The datapoints looks like this:

visualDataPoints.push({
    category: categorical.categories[0].values[i],
    color: getCategoricalObjectValue<Fill>(categorical.categories[0], i, 'colorSelector', 'fill', defaultColor).solid.color,
    selectionId: host.createSelectionIdBuilder()
        .withCategory(categorical.categories[0], i)
        .createSelectionId(),
    selected: false
});

You now have visualDataPoints as your data points and the ids array passed to the callback function.

At this point, the visual should compare the ISelectionId[] array with the selections in your visualDataPoints array, and then mark the corresponding data points as selected.

this.selectionManager.registerOnSelectCallback(
    (ids: ISelectionId[]) => {
        visualDataPoints.forEach(dataPoint => {
            ids.forEach(bookmarkSelection => {
                if (bookmarkSelection.equals(dataPoint.selectionId)) {
                    dataPoint.selected = true;
                }
            });
        });
    });
);

After you update the data points, they'll reflect the current selection state that's stored in the filter object. Then, when the data points are rendered, the custom visual's selection state will match the state of the bookmark.

Visuals with a filter

To support bookmarks in visuals that have a filter, use InteractivityService.

Let's assume that the visual creates a filter of data by date range. You have startDate and endDate as the start and end dates of the range.

The visual creates an advanced filter and calls the host method applyJsonFilter to filter data by the relevant conditions.

The target is the table that's used for filtering.
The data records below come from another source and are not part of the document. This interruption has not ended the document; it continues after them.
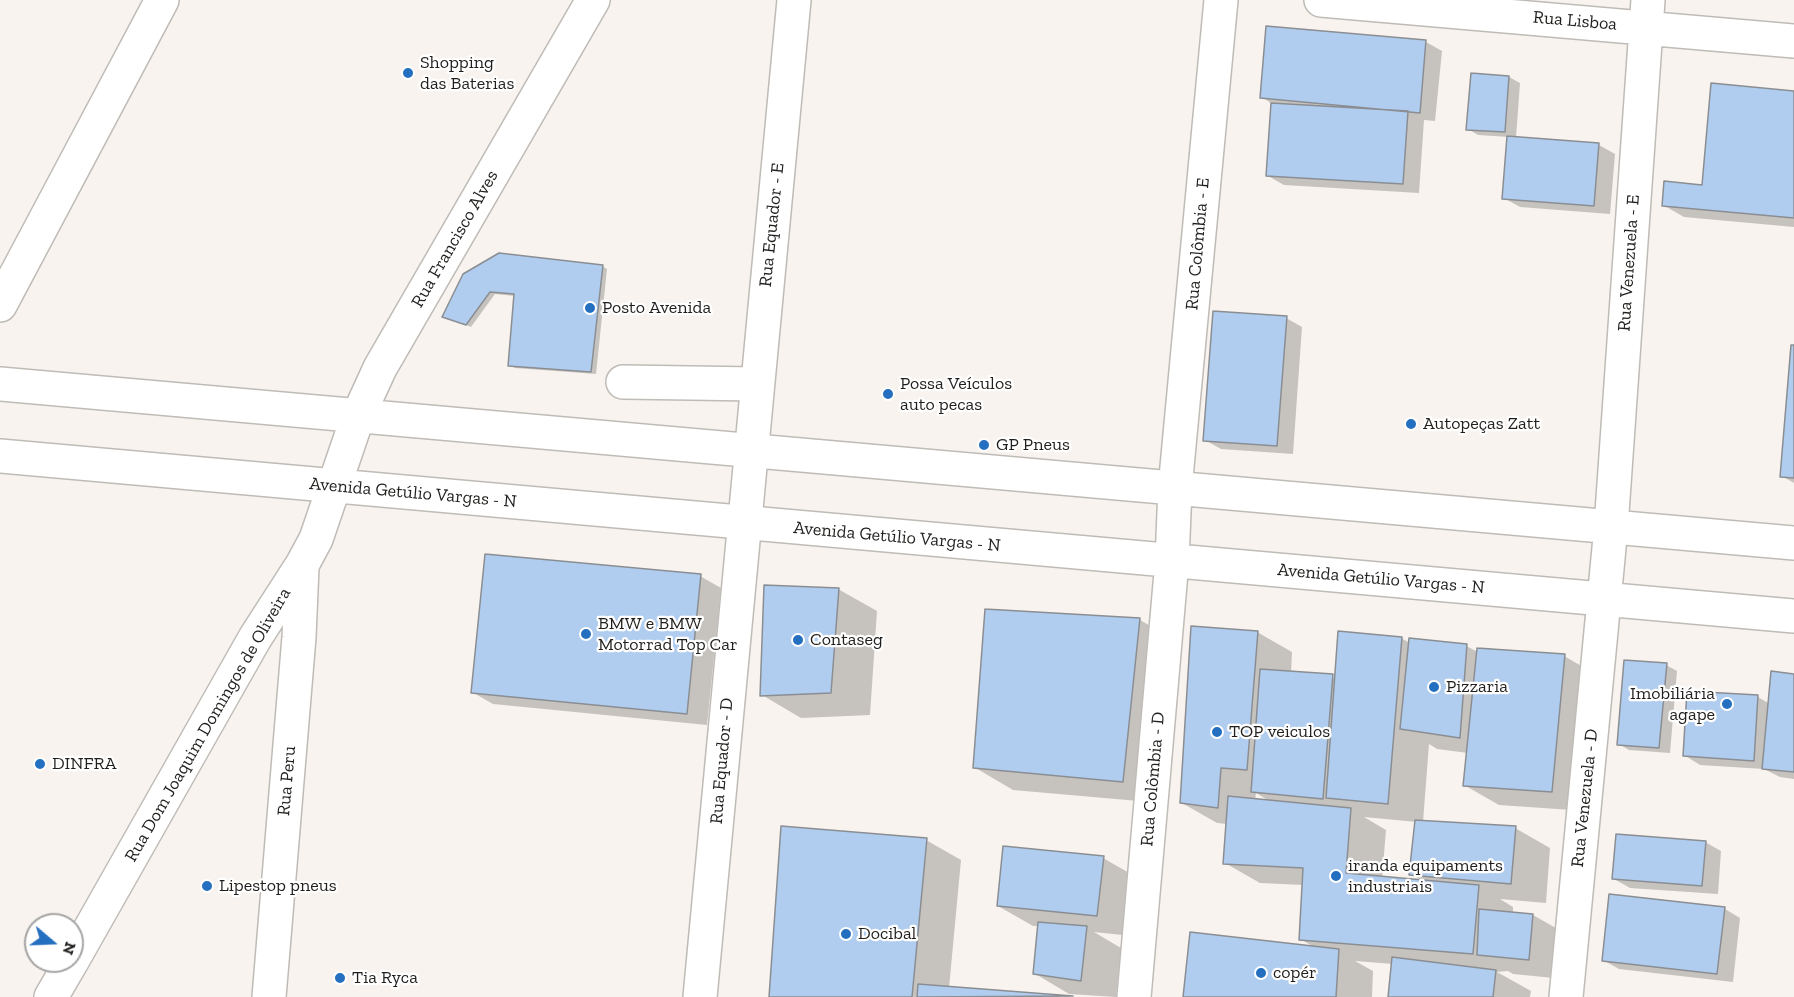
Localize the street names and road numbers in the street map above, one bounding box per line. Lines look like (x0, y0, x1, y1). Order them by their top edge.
street label: Rua Lisboa (1532, 7, 1618, 35)
street label: Rua Equador - E (755, 162, 789, 288)
street label: Rua Francisco Alves (407, 167, 503, 311)
street label: Rua Colômbia - E (1181, 177, 1215, 311)
street label: Rua Venezuela - E (1613, 194, 1645, 332)
street label: Avenida Getúlio Vargas - N (308, 473, 518, 513)
street label: Avenida Getúlio Vargas - N (792, 517, 1002, 557)
street label: Avenida Getúlio Vargas - N (1276, 559, 1486, 599)
street label: Rua Dom Joaquim Domingos de Oliveira (120, 584, 296, 866)
street label: Rua Equador - D (706, 697, 738, 825)
street label: Rua Colômbia - D (1136, 711, 1170, 847)
street label: Rua Venezuela - D (1567, 728, 1603, 868)
street label: Rua Peru (273, 745, 301, 817)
import { AdvancedFilter } from "powerbi-models";

const filter: IAdvancedFilter = new AdvancedFilter(
    target,
    "And",
    {
        operator: "GreaterThanOrEqual",
        value: startDate
            ? startDate.toJSON()
            : null
    },
    {
        operator: "LessThanOrEqual",
        value: endDate
            ? endDate.toJSON()
            : null
    });

this.host.applyJsonFilter(
    filter,
    "general",
    "filter",
    (startDate && endDate)
        ? FilterAction.merge
        : FilterAction.remove
);

Each time you select a bookmark, the custom visual gets an update call.
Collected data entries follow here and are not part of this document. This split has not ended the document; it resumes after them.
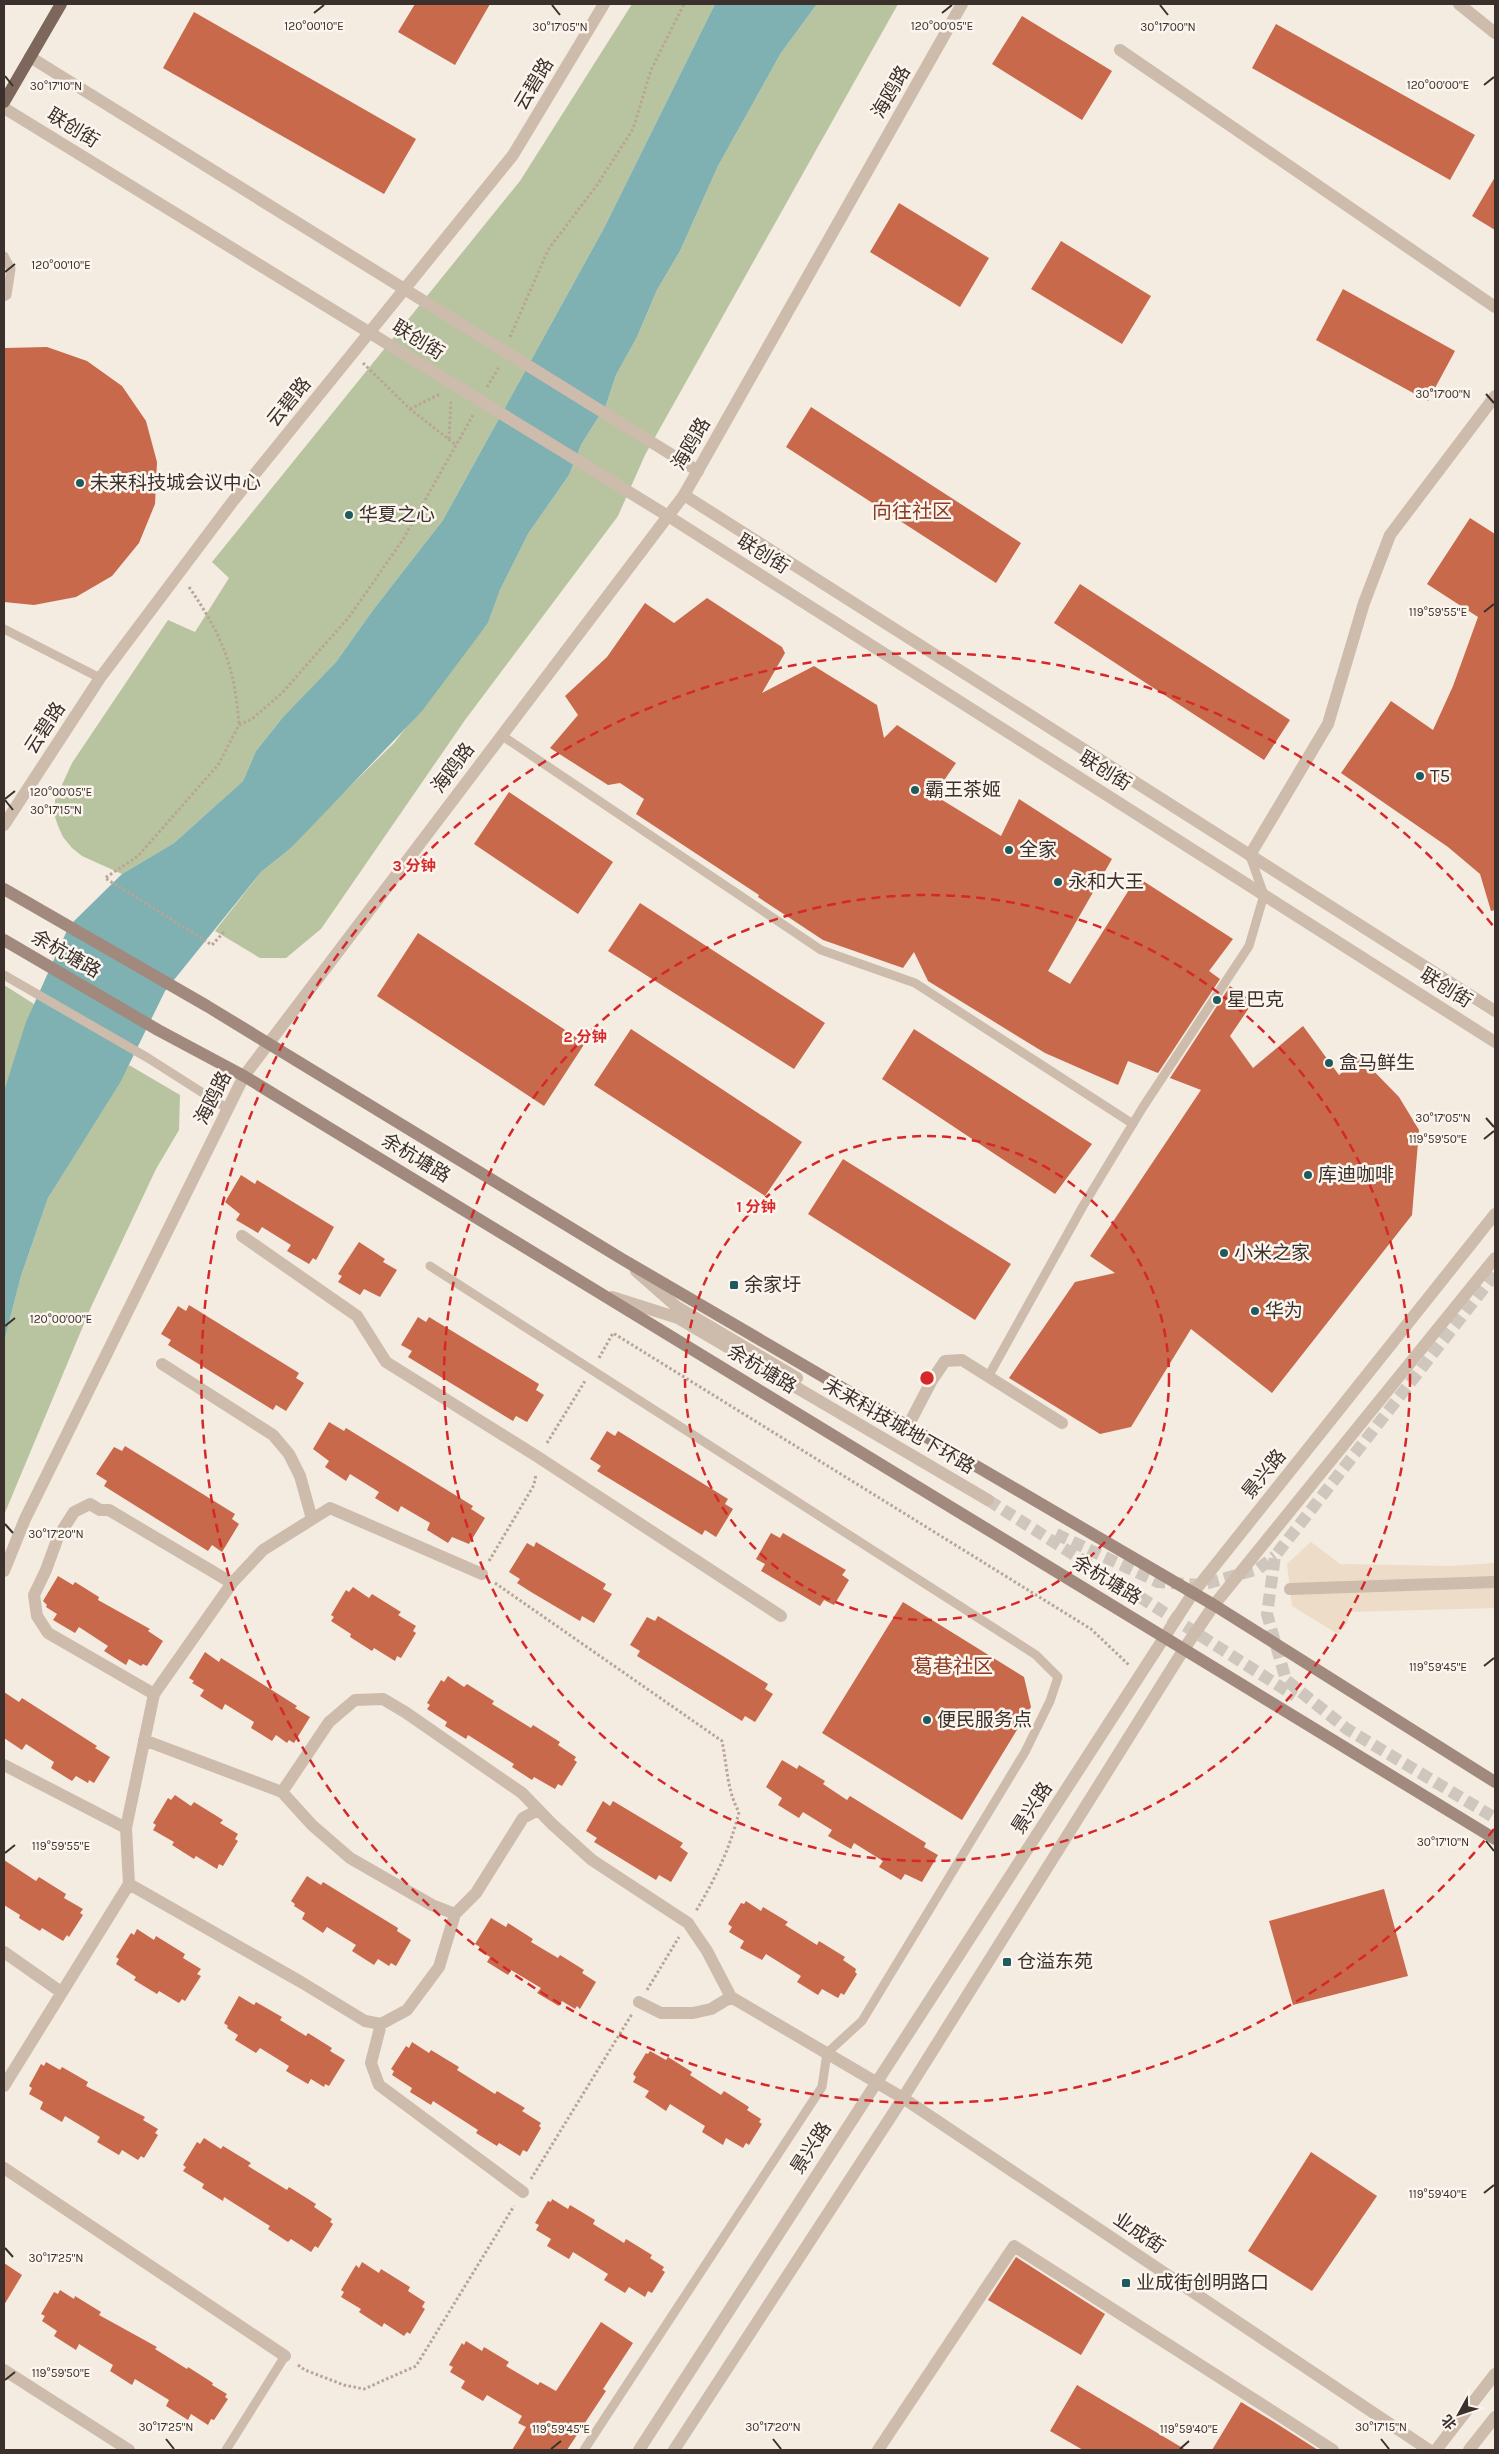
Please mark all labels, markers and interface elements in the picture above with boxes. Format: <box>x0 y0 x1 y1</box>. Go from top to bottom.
text: 120°00'10"E <box>284 19 344 33</box>
text: 120°00'05"E <box>911 19 973 33</box>
text: 30°17'05"N <box>532 20 588 34</box>
text: 30°17'00"N <box>1140 20 1196 34</box>
street label: 云碧路 <box>510 54 558 114</box>
street label: 海鸥路 <box>867 62 915 122</box>
text: 120°00'00"E <box>1407 78 1469 92</box>
text: 30°17'10"N <box>30 79 82 93</box>
street label: 联创街 <box>43 104 103 152</box>
text: 120°00'10"E <box>31 258 91 272</box>
street label: 联创街 <box>388 316 448 364</box>
street label: 云碧路 <box>263 373 315 431</box>
text: 30°17'00"N <box>1415 387 1471 401</box>
street label: 海鸥路 <box>667 414 715 474</box>
place label: 未来科技城会议中心 <box>90 472 261 494</box>
marker: 未来科技城会议中心 <box>74 477 86 489</box>
district label: 向往社区 <box>872 500 952 523</box>
place label: 华夏之心 <box>359 504 435 526</box>
marker: 华夏之心 <box>343 509 355 521</box>
street label: 联创街 <box>733 530 793 578</box>
text: 119°59'55"E <box>1409 605 1467 619</box>
street label: 云碧路 <box>20 698 70 758</box>
street label: 海鸥路 <box>427 739 479 797</box>
street label: 联创街 <box>1075 747 1135 795</box>
place label: T5 <box>1430 765 1450 787</box>
marker: T5 <box>1414 770 1426 782</box>
place label: 霸王茶姬 <box>925 779 1001 801</box>
marker: 霸王茶姬 <box>909 784 921 796</box>
text: 120°00'05"E <box>30 785 92 799</box>
text: 30°17'15"N <box>30 803 82 817</box>
place label: 全家 <box>1019 839 1057 861</box>
marker: 全家 <box>1003 844 1015 856</box>
text: 3 分钟 <box>392 857 436 875</box>
place label: 永和大王 <box>1068 871 1144 893</box>
marker: 永和大王 <box>1052 876 1064 888</box>
street label: 余杭塘路 <box>28 925 104 983</box>
street label: 联创街 <box>1416 964 1476 1012</box>
place label: 星巴克 <box>1227 989 1284 1011</box>
marker: 星巴克 <box>1211 994 1223 1006</box>
text: 2 分钟 <box>564 1028 606 1046</box>
place label: 盒马鲜生 <box>1339 1052 1415 1074</box>
marker: 盒马鲜生 <box>1323 1057 1335 1069</box>
street label: 海鸥路 <box>190 1068 236 1128</box>
text: 30°17'05"N <box>1415 1111 1471 1125</box>
street label: 余杭塘路 <box>378 1129 454 1187</box>
text: 119°59'50"E <box>1409 1132 1467 1146</box>
place label: 库迪咖啡 <box>1318 1164 1394 1186</box>
marker: 库迪咖啡 <box>1302 1169 1314 1181</box>
text: 1 分钟 <box>736 1198 776 1216</box>
place label: 小米之家 <box>1234 1242 1310 1264</box>
marker: 小米之家 <box>1218 1247 1230 1259</box>
place label: 余家圩 <box>744 1274 801 1296</box>
marker: 余家圩 <box>728 1279 740 1291</box>
place label: 华为 <box>1265 1300 1303 1322</box>
marker: 华为 <box>1249 1305 1261 1317</box>
text: 120°00'00"E <box>30 1312 92 1326</box>
street label: 余杭塘路 <box>724 1340 800 1398</box>
centre of rings <box>918 1369 936 1387</box>
street label: 未来科技城地下环路 <box>819 1374 979 1478</box>
street label: 景兴路 <box>1238 1445 1290 1503</box>
text: 30°17'20"N <box>28 1527 84 1541</box>
street label: 余杭塘路 <box>1069 1551 1145 1609</box>
district label: 葛巷社区 <box>913 1655 993 1678</box>
text: 119°59'45"E <box>1409 1660 1467 1674</box>
place label: 便民服务点 <box>937 1709 1032 1731</box>
marker: 便民服务点 <box>921 1714 933 1726</box>
street label: 景兴路 <box>1007 1778 1057 1838</box>
text: 30°17'10"N <box>1417 1835 1469 1849</box>
text: 119°59'55"E <box>32 1839 90 1853</box>
place label: 仓溢东苑 <box>1017 1951 1093 1973</box>
marker: 仓溢东苑 <box>1001 1956 1013 1968</box>
street label: 景兴路 <box>786 2118 836 2178</box>
text: 119°59'40"E <box>1409 2187 1467 2201</box>
street label: 业成街 <box>1109 2208 1169 2258</box>
text: 30°17'25"N <box>28 2251 84 2265</box>
place label: 业成街创明路口 <box>1136 2272 1269 2294</box>
marker: 业成街创明路口 <box>1120 2277 1132 2289</box>
text: 119°59'50"E <box>32 2366 90 2380</box>
north arrow <box>1434 2389 1484 2439</box>
text: 北 <box>1438 2411 1460 2433</box>
text: 30°17'25"N <box>138 2420 194 2434</box>
text: 30°17'20"N <box>745 2420 801 2434</box>
text: 30°17'15"N <box>1355 2420 1407 2434</box>
text: 119°59'45"E <box>532 2422 590 2436</box>
text: 119°59'40"E <box>1160 2422 1218 2436</box>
In the update method, the visual checks the filter in the object:

const filter: IAdvancedFilter = FilterManager.restoreFilter(
    && options.jsonFilters
    && options.jsonFilters[0] as any
) as IAdvancedFilter;

If the filter object isn't null, the visual restores the filter conditions from the object:

const jsonFilters: AdvancedFilter = this.options.jsonFilters as AdvancedFilter[];

if (jsonFilters
    && jsonFilters[0]
    && jsonFilters[0].conditions
    && jsonFilters[0].conditions[0]
    && jsonFilters[0].conditions[1]
) {
    const startDate: Date = new Date(`${jsonFilters[0].conditions[0].value}`);
    const endDate: Date = new Date(`${jsonFilters[0].conditions[1].value}`);

    // apply restored conditions
} else {
    // apply default settings
}

After that, the visual changes its internal state to match the current conditions. The internal state includes the data points and visualization objects (lines, rectangles, and so on).

Important

In the above report bookmarks scenario, the visual shouldn't call applyJsonFilter to filter the other visuals. They will already be filtered by Power BI.

The Timeline Slicer visual changes the range selector to the corresponding data ranges.

Save the filter state of the visual

In addition to saving the conditions of the filter for the bookmark, you also can save other filter aspects.

For example, the Timeline Slicer stores the Granularity property values as a filter state. It allows the granularity of the timeline (days, months, years, etc.) to change as you change bookmarks.

The filterState property saves a filter aspect as a property. The visual can store various filterState values in bookmarks.

To save a property value as a filter state, set the object property as "filterState": true in the capabilities.json file.